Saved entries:

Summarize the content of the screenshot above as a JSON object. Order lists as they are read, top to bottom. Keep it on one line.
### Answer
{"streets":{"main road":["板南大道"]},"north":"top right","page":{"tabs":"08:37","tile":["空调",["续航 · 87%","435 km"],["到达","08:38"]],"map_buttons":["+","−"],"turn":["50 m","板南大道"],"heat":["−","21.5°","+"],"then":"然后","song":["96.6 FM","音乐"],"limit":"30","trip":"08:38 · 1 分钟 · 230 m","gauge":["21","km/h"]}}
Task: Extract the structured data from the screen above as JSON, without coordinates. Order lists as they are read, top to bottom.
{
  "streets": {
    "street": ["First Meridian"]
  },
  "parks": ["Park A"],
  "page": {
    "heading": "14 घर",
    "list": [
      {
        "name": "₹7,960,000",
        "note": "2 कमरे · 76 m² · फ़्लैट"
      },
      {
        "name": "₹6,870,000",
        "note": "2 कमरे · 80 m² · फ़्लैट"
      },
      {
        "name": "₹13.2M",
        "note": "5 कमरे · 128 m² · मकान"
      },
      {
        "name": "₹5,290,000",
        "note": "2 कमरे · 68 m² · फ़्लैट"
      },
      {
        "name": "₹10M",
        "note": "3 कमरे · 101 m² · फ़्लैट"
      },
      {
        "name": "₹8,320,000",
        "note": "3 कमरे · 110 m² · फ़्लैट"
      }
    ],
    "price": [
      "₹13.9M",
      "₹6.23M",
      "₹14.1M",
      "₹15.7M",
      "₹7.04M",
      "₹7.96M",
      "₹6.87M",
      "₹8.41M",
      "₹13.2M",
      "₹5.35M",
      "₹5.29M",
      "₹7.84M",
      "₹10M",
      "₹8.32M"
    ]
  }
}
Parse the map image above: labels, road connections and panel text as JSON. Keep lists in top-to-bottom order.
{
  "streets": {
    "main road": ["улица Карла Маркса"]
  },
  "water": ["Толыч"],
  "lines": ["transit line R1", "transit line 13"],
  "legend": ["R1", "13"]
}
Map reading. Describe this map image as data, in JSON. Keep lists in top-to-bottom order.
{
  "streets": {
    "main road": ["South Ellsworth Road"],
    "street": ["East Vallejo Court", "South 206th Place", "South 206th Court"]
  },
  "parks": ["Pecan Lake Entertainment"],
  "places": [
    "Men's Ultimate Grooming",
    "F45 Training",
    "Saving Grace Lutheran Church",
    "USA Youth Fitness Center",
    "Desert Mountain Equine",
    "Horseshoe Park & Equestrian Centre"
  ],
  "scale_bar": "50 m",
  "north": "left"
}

◆ TASK TO CARRY OUT
The complete data above is to be written out again as it stands.

◆ TASK OUTPUT
Summarize the content of the screenshot above as a JSON object. Order lists as they are read, top to bottom. Keep it on one line.
### Answer
{"streets":{"main road":["板南大道"]},"north":"top right","page":{"tabs":"08:37","tile":["空调",["续航 · 87%","435 km"],["到达","08:38"]],"map_buttons":["+","−"],"turn":["50 m","板南大道"],"heat":["−","21.5°","+"],"then":"然后","song":["96.6 FM","音乐"],"limit":"30","trip":"08:38 · 1 分钟 · 230 m","gauge":["21","km/h"]}}
Task: Extract the structured data from the screen above as JSON, without coordinates. Order lists as they are read, top to bottom.
{
  "streets": {
    "street": ["First Meridian"]
  },
  "parks": ["Park A"],
  "page": {
    "heading": "14 घर",
    "list": [
      {
        "name": "₹7,960,000",
        "note": "2 कमरे · 76 m² · फ़्लैट"
      },
      {
        "name": "₹6,870,000",
        "note": "2 कमरे · 80 m² · फ़्लैट"
      },
      {
        "name": "₹13.2M",
        "note": "5 कमरे · 128 m² · मकान"
      },
      {
        "name": "₹5,290,000",
        "note": "2 कमरे · 68 m² · फ़्लैट"
      },
      {
        "name": "₹10M",
        "note": "3 कमरे · 101 m² · फ़्लैट"
      },
      {
        "name": "₹8,320,000",
        "note": "3 कमरे · 110 m² · फ़्लैट"
      }
    ],
    "price": [
      "₹13.9M",
      "₹6.23M",
      "₹14.1M",
      "₹15.7M",
      "₹7.04M",
      "₹7.96M",
      "₹6.87M",
      "₹8.41M",
      "₹13.2M",
      "₹5.35M",
      "₹5.29M",
      "₹7.84M",
      "₹10M",
      "₹8.32M"
    ]
  }
}
Parse the map image above: labels, road connections and panel text as JSON. Keep lists in top-to-bottom order.
{
  "streets": {
    "main road": ["улица Карла Маркса"]
  },
  "water": ["Толыч"],
  "lines": ["transit line R1", "transit line 13"],
  "legend": ["R1", "13"]
}
Map reading. Describe this map image as data, in JSON. Keep lists in top-to-bottom order.
{
  "streets": {
    "main road": ["South Ellsworth Road"],
    "street": ["East Vallejo Court", "South 206th Place", "South 206th Court"]
  },
  "parks": ["Pecan Lake Entertainment"],
  "places": [
    "Men's Ultimate Grooming",
    "F45 Training",
    "Saving Grace Lutheran Church",
    "USA Youth Fitness Center",
    "Desert Mountain Equine",
    "Horseshoe Park & Equestrian Centre"
  ],
  "scale_bar": "50 m",
  "north": "left"
}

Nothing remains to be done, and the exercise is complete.